Aim of the task
Give back only the lines in the records below from the one with "c.strokeStyle = color;" to the one with "c.lineWidth = 4.5;", both inclusive, word for word.

::: Data excerpts

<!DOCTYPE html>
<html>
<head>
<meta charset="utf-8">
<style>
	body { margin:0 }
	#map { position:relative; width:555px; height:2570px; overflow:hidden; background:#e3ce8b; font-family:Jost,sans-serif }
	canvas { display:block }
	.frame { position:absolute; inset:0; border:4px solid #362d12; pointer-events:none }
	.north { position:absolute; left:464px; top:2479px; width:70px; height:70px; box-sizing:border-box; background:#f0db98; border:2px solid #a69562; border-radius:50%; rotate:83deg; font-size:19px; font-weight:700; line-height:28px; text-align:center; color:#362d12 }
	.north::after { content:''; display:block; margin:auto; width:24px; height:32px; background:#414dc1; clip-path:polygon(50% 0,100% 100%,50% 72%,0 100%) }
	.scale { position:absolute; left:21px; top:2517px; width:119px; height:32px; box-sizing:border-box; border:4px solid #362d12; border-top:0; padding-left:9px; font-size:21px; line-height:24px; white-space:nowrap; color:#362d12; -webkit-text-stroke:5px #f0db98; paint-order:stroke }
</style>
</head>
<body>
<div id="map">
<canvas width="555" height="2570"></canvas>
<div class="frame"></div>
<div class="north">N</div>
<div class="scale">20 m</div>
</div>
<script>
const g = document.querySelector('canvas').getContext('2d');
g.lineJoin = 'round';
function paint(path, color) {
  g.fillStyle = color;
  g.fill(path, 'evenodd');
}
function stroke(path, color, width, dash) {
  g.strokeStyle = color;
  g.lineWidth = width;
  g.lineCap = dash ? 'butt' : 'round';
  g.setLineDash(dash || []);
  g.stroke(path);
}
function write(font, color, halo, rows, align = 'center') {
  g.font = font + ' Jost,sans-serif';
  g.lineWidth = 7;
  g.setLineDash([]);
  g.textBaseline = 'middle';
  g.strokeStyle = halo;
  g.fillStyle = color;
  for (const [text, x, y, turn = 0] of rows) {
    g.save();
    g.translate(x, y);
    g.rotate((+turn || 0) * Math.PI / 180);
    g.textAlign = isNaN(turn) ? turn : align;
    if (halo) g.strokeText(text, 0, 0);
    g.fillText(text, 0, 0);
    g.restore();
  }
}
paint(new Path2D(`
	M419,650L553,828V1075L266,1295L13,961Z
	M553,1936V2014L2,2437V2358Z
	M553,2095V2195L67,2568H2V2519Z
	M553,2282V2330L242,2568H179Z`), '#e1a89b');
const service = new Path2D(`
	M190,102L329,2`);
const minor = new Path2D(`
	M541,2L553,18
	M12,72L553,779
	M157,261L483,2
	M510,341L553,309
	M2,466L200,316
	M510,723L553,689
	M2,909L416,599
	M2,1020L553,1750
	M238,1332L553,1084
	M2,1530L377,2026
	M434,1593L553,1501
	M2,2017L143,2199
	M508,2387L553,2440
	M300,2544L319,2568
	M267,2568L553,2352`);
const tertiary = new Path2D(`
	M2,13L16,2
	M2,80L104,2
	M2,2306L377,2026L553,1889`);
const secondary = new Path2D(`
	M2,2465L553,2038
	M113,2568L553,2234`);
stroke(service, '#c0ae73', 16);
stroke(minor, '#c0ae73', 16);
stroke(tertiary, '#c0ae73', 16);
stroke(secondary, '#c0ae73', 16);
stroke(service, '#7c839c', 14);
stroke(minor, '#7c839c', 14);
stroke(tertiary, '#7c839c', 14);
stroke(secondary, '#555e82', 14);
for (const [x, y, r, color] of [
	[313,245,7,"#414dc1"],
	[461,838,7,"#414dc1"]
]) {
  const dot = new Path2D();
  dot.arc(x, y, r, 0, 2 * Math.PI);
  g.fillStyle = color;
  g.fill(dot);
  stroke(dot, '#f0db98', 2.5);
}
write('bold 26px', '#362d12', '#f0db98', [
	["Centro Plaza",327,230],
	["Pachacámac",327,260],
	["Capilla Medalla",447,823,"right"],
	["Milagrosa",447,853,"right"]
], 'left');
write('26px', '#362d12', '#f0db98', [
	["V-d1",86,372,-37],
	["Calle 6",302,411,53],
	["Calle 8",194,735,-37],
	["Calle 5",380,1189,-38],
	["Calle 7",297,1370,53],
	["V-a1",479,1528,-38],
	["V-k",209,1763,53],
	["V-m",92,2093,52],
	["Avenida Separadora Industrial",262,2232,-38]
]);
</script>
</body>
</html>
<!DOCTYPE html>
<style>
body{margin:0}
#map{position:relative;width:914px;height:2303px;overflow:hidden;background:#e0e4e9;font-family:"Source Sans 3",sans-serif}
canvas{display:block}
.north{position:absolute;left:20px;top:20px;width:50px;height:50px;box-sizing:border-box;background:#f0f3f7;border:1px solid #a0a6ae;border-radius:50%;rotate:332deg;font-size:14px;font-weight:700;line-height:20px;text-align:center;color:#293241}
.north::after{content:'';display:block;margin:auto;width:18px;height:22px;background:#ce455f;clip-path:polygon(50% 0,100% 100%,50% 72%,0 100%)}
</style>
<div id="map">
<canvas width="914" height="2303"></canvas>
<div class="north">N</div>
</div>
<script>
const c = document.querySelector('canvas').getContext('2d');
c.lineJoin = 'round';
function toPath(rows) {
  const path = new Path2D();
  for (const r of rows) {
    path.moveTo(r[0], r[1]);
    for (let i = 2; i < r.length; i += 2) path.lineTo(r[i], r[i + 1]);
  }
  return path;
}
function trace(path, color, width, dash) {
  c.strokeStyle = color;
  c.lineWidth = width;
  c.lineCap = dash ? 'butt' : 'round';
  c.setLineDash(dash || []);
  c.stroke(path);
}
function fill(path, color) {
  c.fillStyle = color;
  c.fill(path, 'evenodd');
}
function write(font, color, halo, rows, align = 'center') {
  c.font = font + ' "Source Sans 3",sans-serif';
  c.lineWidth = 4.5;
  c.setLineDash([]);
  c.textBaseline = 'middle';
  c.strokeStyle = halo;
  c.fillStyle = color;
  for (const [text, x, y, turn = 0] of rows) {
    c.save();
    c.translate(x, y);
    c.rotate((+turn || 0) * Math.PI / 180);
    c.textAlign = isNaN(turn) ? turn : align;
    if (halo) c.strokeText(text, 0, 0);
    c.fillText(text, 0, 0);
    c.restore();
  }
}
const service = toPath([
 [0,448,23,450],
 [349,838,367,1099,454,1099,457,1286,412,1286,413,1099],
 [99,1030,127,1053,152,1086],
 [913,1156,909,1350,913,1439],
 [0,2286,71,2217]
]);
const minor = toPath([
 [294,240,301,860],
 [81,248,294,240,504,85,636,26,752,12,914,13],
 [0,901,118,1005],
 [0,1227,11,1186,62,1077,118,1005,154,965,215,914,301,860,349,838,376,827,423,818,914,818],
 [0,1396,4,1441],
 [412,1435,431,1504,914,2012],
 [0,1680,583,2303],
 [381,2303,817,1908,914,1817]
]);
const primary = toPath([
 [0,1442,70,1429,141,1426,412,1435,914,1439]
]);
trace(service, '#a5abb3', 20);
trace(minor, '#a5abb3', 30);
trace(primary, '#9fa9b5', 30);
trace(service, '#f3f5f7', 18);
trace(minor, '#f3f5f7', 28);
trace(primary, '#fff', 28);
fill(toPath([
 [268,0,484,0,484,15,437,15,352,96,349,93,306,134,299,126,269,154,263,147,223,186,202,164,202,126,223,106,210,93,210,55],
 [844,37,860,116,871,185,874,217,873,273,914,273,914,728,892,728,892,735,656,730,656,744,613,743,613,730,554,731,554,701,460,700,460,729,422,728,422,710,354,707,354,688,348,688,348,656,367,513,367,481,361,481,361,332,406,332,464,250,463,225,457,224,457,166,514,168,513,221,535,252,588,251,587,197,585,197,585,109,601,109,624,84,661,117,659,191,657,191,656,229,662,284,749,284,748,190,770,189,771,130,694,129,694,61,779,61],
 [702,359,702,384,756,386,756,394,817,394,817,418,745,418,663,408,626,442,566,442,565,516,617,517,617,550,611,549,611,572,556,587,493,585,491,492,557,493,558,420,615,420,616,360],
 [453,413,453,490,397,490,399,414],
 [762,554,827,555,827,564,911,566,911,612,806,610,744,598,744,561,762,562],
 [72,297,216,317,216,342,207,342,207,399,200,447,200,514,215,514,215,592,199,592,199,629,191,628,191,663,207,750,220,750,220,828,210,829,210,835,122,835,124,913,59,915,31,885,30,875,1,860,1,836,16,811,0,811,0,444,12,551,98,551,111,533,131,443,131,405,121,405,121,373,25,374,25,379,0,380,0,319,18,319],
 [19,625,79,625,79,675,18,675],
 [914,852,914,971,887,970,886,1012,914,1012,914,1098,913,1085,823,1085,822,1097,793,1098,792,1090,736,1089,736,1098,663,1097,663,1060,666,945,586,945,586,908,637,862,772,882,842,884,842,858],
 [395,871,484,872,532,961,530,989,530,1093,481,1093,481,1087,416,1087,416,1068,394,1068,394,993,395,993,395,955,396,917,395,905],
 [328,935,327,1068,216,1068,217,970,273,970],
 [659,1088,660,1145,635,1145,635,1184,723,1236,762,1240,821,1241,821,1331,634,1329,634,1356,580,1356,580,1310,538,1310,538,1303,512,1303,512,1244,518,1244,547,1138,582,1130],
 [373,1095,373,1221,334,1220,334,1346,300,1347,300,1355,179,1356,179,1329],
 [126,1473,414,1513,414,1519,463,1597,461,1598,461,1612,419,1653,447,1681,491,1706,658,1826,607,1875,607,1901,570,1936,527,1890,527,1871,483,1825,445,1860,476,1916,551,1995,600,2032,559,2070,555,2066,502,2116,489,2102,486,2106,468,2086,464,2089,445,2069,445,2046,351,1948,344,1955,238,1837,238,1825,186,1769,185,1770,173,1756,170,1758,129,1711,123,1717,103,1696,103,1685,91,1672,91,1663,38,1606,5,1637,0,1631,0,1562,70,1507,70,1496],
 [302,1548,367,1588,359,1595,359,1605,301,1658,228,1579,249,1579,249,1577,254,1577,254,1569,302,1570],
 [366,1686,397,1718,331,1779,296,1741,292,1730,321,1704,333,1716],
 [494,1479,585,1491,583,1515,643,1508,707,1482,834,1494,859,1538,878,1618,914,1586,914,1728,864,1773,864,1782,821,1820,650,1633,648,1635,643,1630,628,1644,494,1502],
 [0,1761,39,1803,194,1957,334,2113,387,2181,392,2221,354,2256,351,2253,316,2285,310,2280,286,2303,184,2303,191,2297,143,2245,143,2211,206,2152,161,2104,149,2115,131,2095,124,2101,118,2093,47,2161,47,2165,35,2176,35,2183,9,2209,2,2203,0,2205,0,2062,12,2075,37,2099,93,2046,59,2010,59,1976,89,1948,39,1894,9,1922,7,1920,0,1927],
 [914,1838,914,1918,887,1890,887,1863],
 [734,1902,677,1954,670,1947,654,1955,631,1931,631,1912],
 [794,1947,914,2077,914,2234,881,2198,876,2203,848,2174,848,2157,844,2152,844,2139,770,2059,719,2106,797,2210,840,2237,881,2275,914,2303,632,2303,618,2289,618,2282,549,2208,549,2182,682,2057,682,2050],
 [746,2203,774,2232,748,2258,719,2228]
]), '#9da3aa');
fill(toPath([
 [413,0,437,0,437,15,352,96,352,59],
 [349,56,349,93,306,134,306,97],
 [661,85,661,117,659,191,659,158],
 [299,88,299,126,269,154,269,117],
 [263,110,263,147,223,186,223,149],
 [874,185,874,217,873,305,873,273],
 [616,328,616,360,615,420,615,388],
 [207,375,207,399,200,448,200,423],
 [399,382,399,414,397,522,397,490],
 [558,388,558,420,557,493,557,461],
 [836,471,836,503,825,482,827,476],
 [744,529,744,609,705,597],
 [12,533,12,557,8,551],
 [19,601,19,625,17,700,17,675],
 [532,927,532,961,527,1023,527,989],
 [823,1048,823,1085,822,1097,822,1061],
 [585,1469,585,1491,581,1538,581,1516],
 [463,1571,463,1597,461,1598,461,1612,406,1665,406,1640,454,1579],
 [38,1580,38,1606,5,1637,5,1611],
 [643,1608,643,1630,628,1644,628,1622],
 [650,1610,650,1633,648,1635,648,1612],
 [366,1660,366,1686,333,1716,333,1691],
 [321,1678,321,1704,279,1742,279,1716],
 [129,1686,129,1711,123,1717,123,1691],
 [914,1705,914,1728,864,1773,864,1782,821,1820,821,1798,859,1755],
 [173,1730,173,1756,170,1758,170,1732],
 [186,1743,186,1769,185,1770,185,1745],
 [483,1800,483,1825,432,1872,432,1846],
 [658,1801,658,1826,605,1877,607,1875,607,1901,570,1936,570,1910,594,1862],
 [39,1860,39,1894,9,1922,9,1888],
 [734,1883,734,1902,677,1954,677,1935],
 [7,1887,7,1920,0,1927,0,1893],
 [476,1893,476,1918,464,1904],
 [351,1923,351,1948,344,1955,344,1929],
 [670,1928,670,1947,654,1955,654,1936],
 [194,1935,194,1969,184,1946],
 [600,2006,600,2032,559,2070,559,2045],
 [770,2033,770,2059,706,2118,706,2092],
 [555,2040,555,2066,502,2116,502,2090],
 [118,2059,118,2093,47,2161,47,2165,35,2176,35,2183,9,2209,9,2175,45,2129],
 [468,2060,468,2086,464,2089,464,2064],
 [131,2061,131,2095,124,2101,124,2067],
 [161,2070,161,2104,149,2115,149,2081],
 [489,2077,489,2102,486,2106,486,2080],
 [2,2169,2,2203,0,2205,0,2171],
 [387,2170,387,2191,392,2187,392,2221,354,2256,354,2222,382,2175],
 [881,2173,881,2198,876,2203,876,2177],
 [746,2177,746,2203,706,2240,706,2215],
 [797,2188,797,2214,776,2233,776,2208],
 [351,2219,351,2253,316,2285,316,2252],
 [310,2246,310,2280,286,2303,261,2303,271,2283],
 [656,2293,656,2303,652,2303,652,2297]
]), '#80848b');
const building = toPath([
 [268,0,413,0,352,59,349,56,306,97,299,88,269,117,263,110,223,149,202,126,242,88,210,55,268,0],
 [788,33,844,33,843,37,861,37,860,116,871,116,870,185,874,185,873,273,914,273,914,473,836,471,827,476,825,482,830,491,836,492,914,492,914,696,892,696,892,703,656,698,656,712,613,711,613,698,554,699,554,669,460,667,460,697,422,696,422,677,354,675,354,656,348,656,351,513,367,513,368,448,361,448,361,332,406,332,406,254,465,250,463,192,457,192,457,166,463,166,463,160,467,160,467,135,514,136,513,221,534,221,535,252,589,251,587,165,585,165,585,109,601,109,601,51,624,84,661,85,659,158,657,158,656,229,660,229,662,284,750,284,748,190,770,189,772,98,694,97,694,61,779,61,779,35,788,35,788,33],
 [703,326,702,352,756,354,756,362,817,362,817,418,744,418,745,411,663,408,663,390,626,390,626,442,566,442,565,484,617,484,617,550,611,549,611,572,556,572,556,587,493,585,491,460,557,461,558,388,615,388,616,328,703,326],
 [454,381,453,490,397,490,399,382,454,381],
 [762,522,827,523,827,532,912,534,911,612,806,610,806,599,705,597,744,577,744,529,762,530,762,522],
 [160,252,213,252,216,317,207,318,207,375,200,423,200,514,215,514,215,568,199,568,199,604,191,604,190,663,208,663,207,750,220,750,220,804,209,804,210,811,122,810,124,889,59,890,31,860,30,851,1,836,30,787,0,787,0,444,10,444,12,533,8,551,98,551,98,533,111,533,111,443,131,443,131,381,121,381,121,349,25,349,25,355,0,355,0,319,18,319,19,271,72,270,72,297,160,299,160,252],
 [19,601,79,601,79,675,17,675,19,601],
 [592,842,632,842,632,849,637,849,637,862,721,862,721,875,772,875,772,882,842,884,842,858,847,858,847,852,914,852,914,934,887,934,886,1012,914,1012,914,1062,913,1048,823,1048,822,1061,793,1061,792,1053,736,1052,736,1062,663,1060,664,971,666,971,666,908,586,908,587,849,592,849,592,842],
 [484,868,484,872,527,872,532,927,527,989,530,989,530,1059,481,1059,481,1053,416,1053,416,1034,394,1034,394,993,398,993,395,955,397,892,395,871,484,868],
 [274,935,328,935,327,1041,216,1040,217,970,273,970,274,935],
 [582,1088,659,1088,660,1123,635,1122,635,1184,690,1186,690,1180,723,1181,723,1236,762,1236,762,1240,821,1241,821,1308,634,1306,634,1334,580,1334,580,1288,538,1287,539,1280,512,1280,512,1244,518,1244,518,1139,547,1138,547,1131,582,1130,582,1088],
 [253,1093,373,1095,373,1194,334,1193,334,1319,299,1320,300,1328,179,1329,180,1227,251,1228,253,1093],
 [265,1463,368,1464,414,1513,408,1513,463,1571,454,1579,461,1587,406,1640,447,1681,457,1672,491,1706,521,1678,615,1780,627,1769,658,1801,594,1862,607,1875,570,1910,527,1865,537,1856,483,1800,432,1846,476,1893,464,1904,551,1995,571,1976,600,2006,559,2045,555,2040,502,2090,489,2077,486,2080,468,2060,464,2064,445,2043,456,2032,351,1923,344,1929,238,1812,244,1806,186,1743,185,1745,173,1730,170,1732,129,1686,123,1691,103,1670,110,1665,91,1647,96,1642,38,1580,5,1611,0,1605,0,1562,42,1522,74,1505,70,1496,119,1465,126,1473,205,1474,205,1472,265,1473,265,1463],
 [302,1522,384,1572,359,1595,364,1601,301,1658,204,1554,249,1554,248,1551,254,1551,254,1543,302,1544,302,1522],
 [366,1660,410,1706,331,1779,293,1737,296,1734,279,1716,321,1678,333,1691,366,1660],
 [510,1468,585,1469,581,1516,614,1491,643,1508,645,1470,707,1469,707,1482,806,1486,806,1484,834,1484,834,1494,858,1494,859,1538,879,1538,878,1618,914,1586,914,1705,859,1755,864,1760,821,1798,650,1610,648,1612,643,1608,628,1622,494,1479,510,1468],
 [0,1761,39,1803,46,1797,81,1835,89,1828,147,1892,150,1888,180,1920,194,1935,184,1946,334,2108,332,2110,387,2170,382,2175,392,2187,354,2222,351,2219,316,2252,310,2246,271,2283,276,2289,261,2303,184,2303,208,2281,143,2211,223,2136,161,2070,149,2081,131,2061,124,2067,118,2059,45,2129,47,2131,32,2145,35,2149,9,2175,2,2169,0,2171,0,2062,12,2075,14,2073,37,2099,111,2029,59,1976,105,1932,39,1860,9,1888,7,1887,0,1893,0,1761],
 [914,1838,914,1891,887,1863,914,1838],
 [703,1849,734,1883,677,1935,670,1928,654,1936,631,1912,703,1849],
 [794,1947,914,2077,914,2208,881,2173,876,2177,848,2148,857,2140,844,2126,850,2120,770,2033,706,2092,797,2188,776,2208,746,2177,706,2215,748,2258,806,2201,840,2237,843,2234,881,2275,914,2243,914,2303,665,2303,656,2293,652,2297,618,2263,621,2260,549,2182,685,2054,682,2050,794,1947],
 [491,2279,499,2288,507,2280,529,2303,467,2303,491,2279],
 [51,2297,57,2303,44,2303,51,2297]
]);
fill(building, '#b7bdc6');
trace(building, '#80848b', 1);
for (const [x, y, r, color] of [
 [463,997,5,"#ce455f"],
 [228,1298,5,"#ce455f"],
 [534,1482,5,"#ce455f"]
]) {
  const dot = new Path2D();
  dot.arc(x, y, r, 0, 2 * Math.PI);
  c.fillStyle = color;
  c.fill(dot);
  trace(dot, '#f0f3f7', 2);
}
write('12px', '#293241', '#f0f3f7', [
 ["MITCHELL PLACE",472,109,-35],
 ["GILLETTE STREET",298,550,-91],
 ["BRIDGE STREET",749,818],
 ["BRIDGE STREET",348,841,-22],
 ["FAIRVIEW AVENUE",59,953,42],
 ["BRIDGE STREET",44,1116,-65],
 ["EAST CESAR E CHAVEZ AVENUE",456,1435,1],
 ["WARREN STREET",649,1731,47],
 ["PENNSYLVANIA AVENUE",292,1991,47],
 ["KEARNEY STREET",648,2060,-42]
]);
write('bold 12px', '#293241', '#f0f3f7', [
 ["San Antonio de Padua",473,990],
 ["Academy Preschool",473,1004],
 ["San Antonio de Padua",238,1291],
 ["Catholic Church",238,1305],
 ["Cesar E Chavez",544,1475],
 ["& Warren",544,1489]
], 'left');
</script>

::::::

Response to the exercise
  c.strokeStyle = color;
  c.lineWidth = width;
  c.lineCap = dash ? 'butt' : 'round';
  c.setLineDash(dash || []);
  c.stroke(path);
}
function fill(path, color) {
  c.fillStyle = color;
  c.fill(path, 'evenodd');
}
function write(font, color, halo, rows, align = 'center') {
  c.font = font + ' "Source Sans 3",sans-serif';
  c.lineWidth = 4.5;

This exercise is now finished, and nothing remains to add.